Please restate, exactly, only the lines from the beginning of the listing below through the line containing "2px #1d1003) drop-shadow(0", with the pictures left out.

- Opening Delimiter -

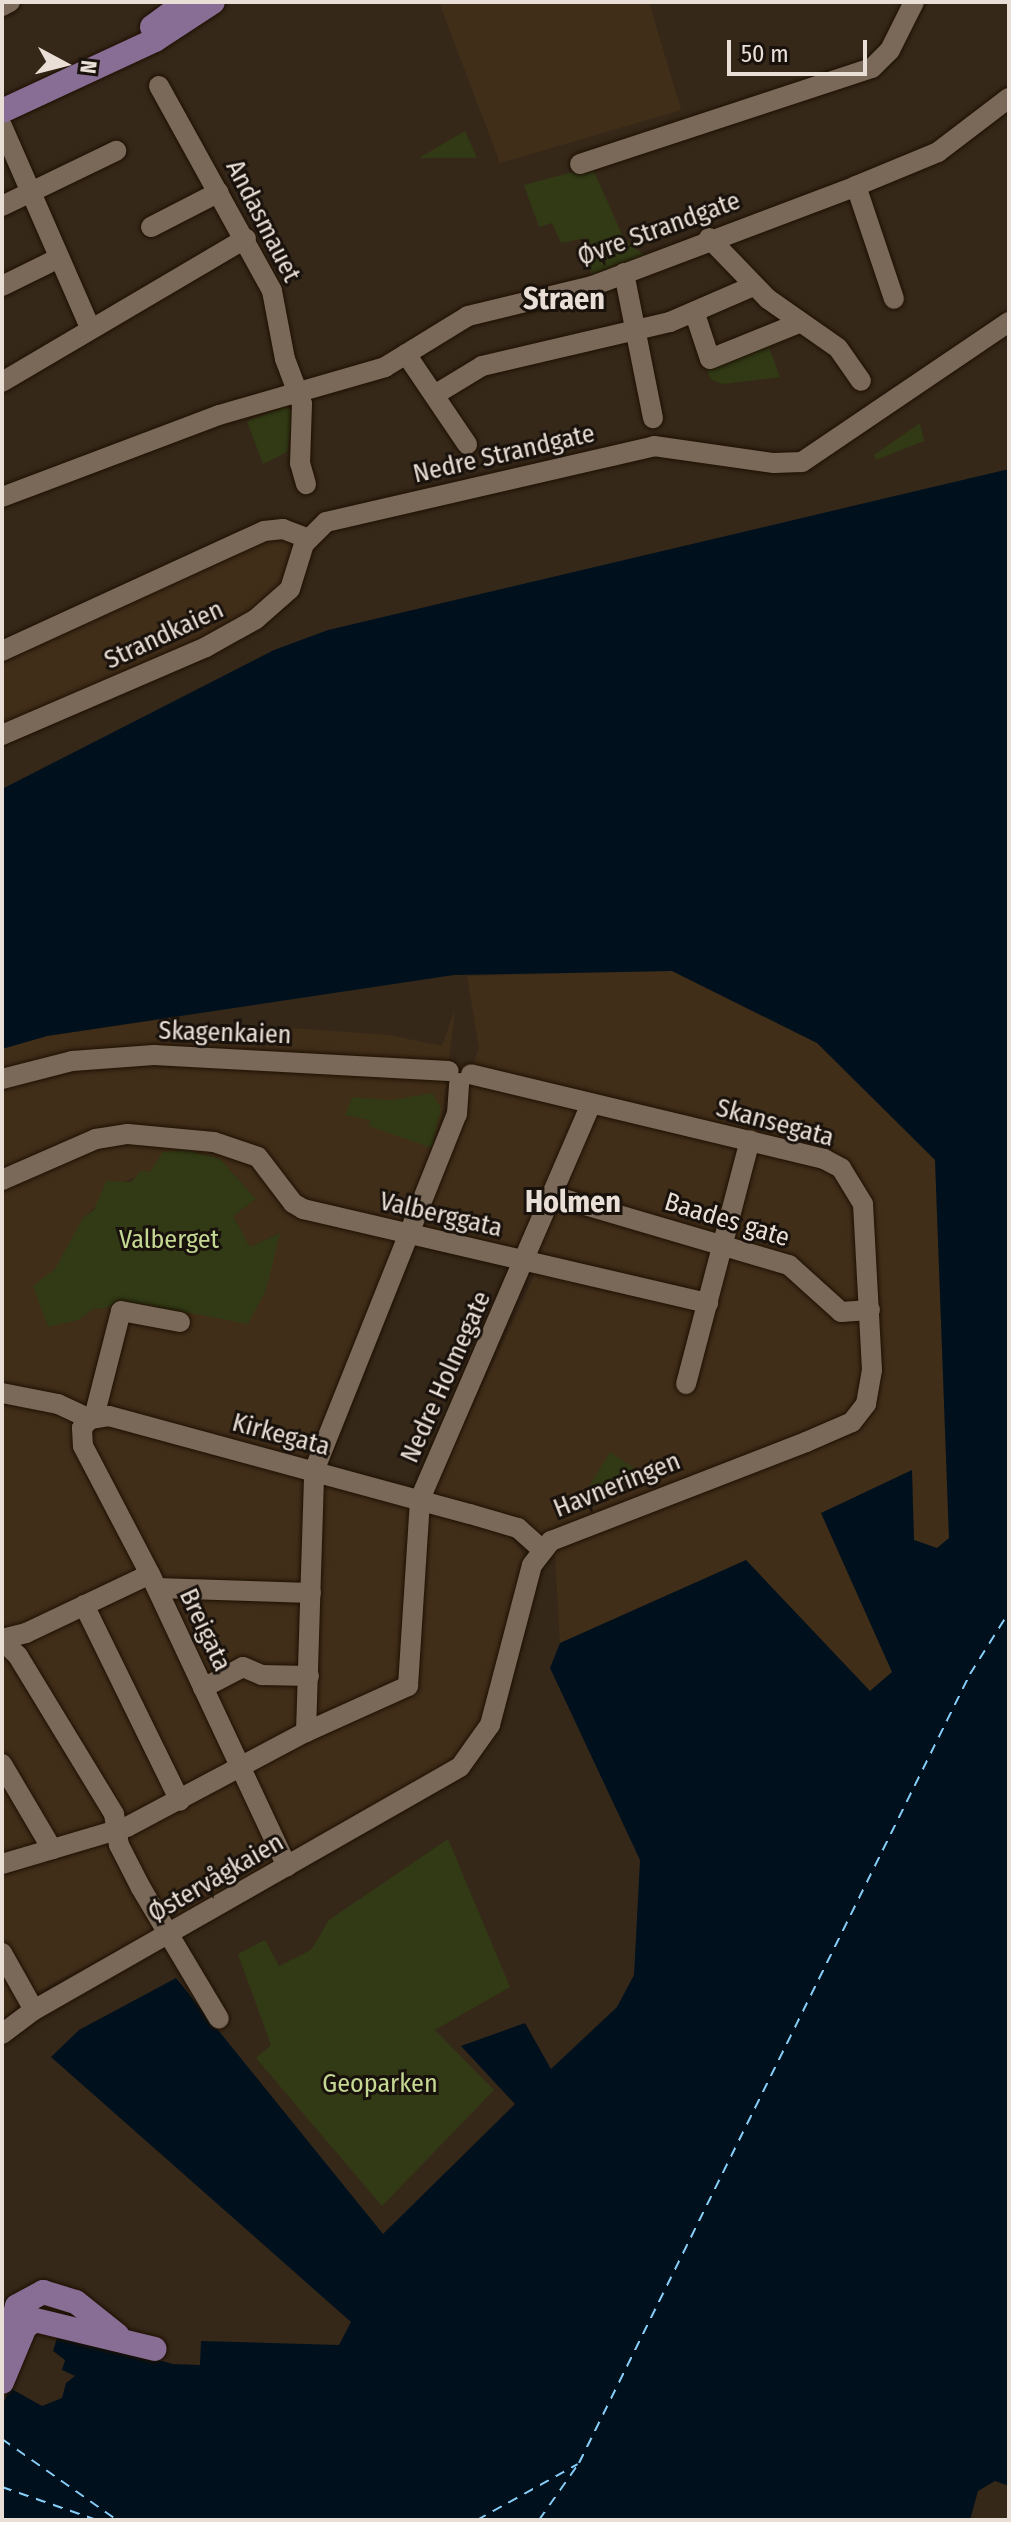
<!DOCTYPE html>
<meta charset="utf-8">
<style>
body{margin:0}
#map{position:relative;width:1011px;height:2522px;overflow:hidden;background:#362819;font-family:"Fira Sans Condensed",sans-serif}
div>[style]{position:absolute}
.built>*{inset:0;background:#412e19}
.green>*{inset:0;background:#313a15}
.water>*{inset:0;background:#00111d}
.ferry>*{height:2px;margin-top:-1px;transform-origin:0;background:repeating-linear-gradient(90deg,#86cdf7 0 10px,transparent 0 18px)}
.roads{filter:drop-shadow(0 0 2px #1d1003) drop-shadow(0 0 2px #1d1003)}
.minor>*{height:20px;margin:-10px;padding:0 10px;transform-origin:10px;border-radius:10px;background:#7a6958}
.major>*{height:24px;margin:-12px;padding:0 12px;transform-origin:12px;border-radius:12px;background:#886d94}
span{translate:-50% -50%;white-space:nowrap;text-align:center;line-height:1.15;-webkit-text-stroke:6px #19120c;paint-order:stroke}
.street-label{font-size:26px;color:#e9dfd6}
.park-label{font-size:26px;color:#c5d893}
.quarter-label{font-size:30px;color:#e9dfd6;font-weight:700}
.frame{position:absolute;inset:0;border:4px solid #e9dfd6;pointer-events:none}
.north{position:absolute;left:24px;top:24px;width:80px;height:80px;-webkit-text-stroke:6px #19120c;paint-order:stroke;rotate:97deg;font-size:22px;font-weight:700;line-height:32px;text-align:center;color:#e9dfd6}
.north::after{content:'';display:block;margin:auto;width:28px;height:36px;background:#e9dfd6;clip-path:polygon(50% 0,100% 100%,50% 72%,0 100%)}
.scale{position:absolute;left:727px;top:40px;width:140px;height:36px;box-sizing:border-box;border:4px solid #e9dfd6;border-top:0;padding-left:10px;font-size:24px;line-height:28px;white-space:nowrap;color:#e9dfd6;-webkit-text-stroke:6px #19120c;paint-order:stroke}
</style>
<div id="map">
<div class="built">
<div style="clip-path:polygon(439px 2px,649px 2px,681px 110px,500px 163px)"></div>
<div style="clip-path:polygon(264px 531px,307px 538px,282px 599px,2px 735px,2px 651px)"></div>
<div style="clip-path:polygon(672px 971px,817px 1043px,935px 1159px,949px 1539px,937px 1548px,914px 1540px,912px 1471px,821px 1513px,892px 1672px,870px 1691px,746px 1560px,560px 1643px,555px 1557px,516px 1517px,432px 1493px,544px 1255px,422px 1228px,479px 1048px,467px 976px)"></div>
<div style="clip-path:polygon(evenodd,455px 1009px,442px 1119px,306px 1475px,508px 1534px,524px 1554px,483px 1718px,460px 1759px,275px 1866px,33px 1994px,2px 2020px,2px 1049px,47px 1036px,171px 1018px,172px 1033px,246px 1025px,389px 1035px,442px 1046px,455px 1009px,198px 1152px,220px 1159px,256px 1199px,233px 1216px,250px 1247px,279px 1233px,170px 1311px,143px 1304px,93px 1309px,78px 1320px,60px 1321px,34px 1286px,55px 1269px,83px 1219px,116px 1185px,198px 1152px)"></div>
</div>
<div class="green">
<div style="clip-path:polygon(465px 131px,477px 158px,419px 158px)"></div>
<div style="clip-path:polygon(592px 167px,624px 239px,644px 255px,591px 275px,586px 238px,561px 243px,552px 223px,539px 227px,524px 185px)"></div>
<div style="clip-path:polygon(773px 344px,769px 348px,780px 377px,722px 384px,711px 379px,705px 367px)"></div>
<div style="clip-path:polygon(286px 407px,294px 413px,287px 452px,263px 464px,247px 421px)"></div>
<div style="clip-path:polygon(920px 423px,924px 441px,876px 460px,874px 455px)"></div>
<div style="clip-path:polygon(432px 1093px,441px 1108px,432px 1148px,369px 1126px,370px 1120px,345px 1115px,352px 1097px,392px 1100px)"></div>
<div style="clip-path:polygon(186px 1150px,220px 1159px,256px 1199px,233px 1216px,250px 1247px,280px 1233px,266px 1290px,248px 1324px,143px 1304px,93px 1309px,78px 1320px,48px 1327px,33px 1286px,55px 1269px,83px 1218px,94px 1210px,106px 1181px,131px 1182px,141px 1171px,150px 1172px,163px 1152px)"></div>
<div style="clip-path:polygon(610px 1452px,644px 1475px,641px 1480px,581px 1500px)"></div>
<div style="clip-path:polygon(448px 1839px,510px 1987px,435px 2030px,494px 2090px,382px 2206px,256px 2058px,271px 2045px,238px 1954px,265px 1940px,279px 1966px,311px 1950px,329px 1920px)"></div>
</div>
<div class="water">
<div style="clip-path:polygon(1009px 469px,1009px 2486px,995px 2481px,978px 2491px,970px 2520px,2px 2520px,2px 2406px,10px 2388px,42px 2406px,62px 2398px,66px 2383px,75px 2376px,62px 2370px,65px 2360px,53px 2351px,57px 2338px,70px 2336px,173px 2364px,200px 2365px,201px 2341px,339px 2345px,351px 2322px,51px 2057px,79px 2030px,176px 1978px,383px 2234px,515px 2104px,461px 2046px,525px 2023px,551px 2069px,617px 2007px,634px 1975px,640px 1860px,550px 1668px,560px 1643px,746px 1560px,870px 1691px,892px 1672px,821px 1513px,912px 1470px,914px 1540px,937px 1548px,949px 1538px,935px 1160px,817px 1043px,672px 971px,454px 975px,47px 1036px,2px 1049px,2px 789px,274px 650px,328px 630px)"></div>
</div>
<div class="ferry">
<div style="left:2px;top:2439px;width:141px;rotate:35.2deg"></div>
<div style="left:2px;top:2487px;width:101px;rotate:19.2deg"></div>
<div style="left:477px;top:2520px;width:115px;rotate:-29deg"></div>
<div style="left:539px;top:2520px;width:70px;rotate:-54.9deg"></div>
<div style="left:579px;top:2463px;width:881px;rotate:-63.64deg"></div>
<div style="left:970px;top:1674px;width:73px;rotate:-57.8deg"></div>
</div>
<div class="roads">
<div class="minor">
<div style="left:2px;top:6px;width:9px;rotate:-27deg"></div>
<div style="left:159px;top:86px;width:234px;rotate:61.1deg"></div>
<div style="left:272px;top:291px;width:69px;rotate:79.2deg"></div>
<div style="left:285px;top:359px;width:48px;rotate:69.3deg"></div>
<div style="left:302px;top:404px;width:59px;rotate:91.9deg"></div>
<div style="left:300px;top:463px;width:22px;rotate:74deg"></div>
<div style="left:2px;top:126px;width:219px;rotate:66.4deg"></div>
<div style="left:580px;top:164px;width:307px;rotate:-18.2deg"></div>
<div style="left:872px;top:68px;width:25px;rotate:-45deg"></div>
<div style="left:890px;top:50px;width:54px;rotate:-63.4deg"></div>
<div style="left:856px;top:186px;width:119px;rotate:71.4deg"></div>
<div style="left:2px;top:206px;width:127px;rotate:-25.8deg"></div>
<div style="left:151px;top:227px;width:76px;rotate:-27.2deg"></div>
<div style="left:709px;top:238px;width:85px;rotate:46deg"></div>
<div style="left:768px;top:299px;width:85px;rotate:35deg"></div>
<div style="left:838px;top:348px;width:40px;rotate:55.1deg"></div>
<div style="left:624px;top:273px;width:148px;rotate:78.7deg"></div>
<div style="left:2px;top:286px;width:64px;rotate:-26.2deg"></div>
<div style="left:695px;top:314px;width:47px;rotate:71.6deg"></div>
<div style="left:710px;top:359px;width:96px;rotate:-22deg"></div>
<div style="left:406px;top:354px;width:109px;rotate:55.9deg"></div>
<div style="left:2px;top:382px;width:283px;rotate:-30.5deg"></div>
<div style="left:436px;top:394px;width:54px;rotate:-31.3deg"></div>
<div style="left:482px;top:366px;width:193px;rotate:-13.2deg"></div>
<div style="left:670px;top:322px;width:90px;rotate:-23.4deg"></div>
<div style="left:2px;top:497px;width:232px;rotate:-20.7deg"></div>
<div style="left:219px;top:415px;width:173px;rotate:-16.1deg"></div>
<div style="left:385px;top:367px;width:97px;rotate:-31.6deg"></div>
<div style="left:468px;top:316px;width:128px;rotate:-13.6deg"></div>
<div style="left:592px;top:286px;width:282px;rotate:-20.7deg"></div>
<div style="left:856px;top:186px;width:89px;rotate:-22.5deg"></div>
<div style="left:938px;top:152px;width:89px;rotate:-37.3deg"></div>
<div style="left:2px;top:651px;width:288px;rotate:-24.6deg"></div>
<div style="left:264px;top:531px;width:19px;rotate:-6deg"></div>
<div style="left:283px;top:529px;width:26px;rotate:21deg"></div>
<div style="left:2px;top:735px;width:222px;rotate:-23.3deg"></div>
<div style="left:206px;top:647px;width:57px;rotate:-29.2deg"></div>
<div style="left:256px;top:619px;width:45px;rotate:-41.4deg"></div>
<div style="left:290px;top:589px;width:47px;rotate:-72.7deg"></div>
<div style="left:304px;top:544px;width:31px;rotate:-45deg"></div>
<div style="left:326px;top:522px;width:337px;rotate:-13deg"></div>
<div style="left:654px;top:446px;width:121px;rotate:8.1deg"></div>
<div style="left:774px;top:463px;width:28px;rotate:-2deg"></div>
<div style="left:802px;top:462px;width:250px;rotate:-34.1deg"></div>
<div style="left:2px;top:1079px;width:72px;rotate:-14.4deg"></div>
<div style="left:72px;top:1061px;width:82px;rotate:-4.2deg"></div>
<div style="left:154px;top:1055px;width:295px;rotate:3.1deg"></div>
<div style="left:2px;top:1180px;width:103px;rotate:-23.6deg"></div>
<div style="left:96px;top:1139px;width:32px;rotate:-9deg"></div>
<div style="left:128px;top:1134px;width:86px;rotate:5.3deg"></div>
<div style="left:214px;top:1142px;width:46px;rotate:18.8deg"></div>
<div style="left:258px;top:1157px;width:58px;rotate:52.7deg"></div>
<div style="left:293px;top:1203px;width:12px;rotate:31deg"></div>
<div style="left:303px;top:1209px;width:416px;rotate:13.1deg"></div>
<div style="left:554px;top:1196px;width:245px;rotate:16.4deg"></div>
<div style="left:789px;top:1265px;width:70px;rotate:42.1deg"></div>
<div style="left:841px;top:1312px;width:29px;rotate:-4deg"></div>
<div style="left:686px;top:1384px;width:252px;rotate:-75.3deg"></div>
<div style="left:2px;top:1393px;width:57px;rotate:11.1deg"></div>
<div style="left:58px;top:1404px;width:35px;rotate:25deg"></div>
<div style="left:94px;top:1417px;width:109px;rotate:-75.7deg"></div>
<div style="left:121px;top:1311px;width:60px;rotate:10.6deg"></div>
<div style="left:90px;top:1419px;width:12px;rotate:132deg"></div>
<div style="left:82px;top:1428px;width:18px;rotate:87deg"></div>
<div style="left:83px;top:1446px;width:144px;rotate:62.4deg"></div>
<div style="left:150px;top:1574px;width:323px;rotate:64.9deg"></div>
<div style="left:90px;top:1419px;width:19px;rotate:-9deg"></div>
<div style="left:109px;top:1416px;width:374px;rotate:15.2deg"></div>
<div style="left:470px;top:1514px;width:50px;rotate:16.3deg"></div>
<div style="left:518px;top:1528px;width:31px;rotate:42deg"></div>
<div style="left:157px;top:1588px;width:154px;rotate:1.9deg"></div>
<div style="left:84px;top:1605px;width:218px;rotate:63.9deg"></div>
<div style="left:2px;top:1639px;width:25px;rotate:-14deg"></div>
<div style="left:26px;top:1633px;width:137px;rotate:-25.4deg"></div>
<div style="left:2px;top:1640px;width:23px;rotate:45deg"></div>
<div style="left:18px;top:1656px;width:185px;rotate:58.7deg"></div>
<div style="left:114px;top:1814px;width:31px;rotate:81deg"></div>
<div style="left:119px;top:1845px;width:48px;rotate:62.9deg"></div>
<div style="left:141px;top:1888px;width:152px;rotate:59.2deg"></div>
<div style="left:203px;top:1688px;width:45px;rotate:-27.7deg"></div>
<div style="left:243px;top:1667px;width:21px;rotate:23deg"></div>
<div style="left:262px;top:1675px;width:47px;rotate:1.2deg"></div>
<div style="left:306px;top:1732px;width:261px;rotate:-88.2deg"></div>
<div style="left:314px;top:1471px;width:385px;rotate:-68.2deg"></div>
<div style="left:457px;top:1114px;width:31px;rotate:-86deg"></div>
<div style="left:2px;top:1764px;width:99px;rotate:59.5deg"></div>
<div style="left:2px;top:1864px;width:130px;rotate:-16.5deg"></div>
<div style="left:127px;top:1827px;width:203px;rotate:-28deg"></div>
<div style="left:306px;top:1732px;width:112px;rotate:-24.3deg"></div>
<div style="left:408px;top:1686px;width:187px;rotate:-86.3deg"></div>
<div style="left:420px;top:1499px;width:430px;rotate:-66.6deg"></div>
<div style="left:2px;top:1953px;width:65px;rotate:60.7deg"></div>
<div style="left:2px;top:2034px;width:40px;rotate:-37deg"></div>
<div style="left:34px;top:2010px;width:490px;rotate:-29.7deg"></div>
<div style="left:460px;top:1767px;width:52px;rotate:-54.5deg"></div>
<div style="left:490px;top:1725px;width:165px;rotate:-75.3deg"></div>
<div style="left:532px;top:1565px;width:31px;rotate:-52deg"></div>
<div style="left:551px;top:1541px;width:274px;rotate:-21.2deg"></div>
<div style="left:806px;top:1442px;width:50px;rotate:-23.5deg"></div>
<div style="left:852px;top:1422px;width:23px;rotate:-52deg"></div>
<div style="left:866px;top:1404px;width:35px;rotate:-80deg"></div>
<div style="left:872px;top:1370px;width:166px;rotate:-93.1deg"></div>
<div style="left:863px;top:1204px;width:42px;rotate:-121.4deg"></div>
<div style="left:841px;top:1168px;width:19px;rotate:-152deg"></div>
<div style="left:824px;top:1159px;width:363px;rotate:-166.5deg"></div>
</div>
<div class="major">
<div style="left:152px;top:27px;width:42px;rotate:-36.3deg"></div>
<div style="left:2px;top:111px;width:169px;rotate:-24.9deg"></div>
<div style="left:155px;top:40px;width:69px;rotate:-33.2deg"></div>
<div style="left:6px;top:2346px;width:41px;rotate:-74.6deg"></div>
<div style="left:17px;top:2306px;width:30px;rotate:-28deg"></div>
<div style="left:43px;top:2292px;width:34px;rotate:17deg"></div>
<div style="left:76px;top:2302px;width:53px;rotate:38.8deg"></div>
<div style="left:2px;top:2382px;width:60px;rotate:-67.3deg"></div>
<div style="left:25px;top:2327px;width:12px;rotate:-35deg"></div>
<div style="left:35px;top:2320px;width:123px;rotate:13.6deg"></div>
</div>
</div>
<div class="street-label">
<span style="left:263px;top:221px;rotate:63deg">Andasmauet</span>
<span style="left:659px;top:229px;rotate:-20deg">Øvre Strandgate</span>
<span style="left:504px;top:454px;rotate:-13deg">Nedre Strandgate</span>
<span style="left:164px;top:635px;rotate:-25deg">Strandkaien</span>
<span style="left:225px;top:1033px;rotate:2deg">Skagenkaien</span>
<span style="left:775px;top:1123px;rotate:15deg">Skansegata</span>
<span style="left:441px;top:1215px;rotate:13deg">Valberggata</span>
<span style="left:727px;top:1220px;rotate:17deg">Baades gate</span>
<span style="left:446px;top:1377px;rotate:-66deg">Nedre Holmegate</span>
<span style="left:281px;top:1435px;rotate:15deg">Kirkegata</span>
<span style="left:617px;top:1485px;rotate:-22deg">Havneringen</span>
<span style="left:205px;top:1630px;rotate:65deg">Breigata</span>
<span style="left:216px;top:1878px;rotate:-30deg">Østervågkaien</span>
</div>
<div class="park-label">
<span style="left:169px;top:1240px">Valberget</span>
<span style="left:380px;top:2084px">Geoparken</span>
</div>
<div class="quarter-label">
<span style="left:564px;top:299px">Straen</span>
<span style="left:573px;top:1202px">Holmen</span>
</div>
<div class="frame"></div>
<div class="north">N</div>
<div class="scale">50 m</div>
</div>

- Closing Delimiter -

» TASK OUTPUT:
<!DOCTYPE html>
<meta charset="utf-8">
<style>
body{margin:0}
#map{position:relative;width:1011px;height:2522px;overflow:hidden;background:#362819;font-family:"Fira Sans Condensed",sans-serif}
div>[style]{position:absolute}
.built>*{inset:0;background:#412e19}
.green>*{inset:0;background:#313a15}
.water>*{inset:0;background:#00111d}
.ferry>*{height:2px;margin-top:-1px;transform-origin:0;background:repeating-linear-gradient(90deg,#86cdf7 0 10px,transparent 0 18px)}
.roads{filter:drop-shadow(0 0 2px #1d1003) drop-shadow(0 0 2px #1d1003)}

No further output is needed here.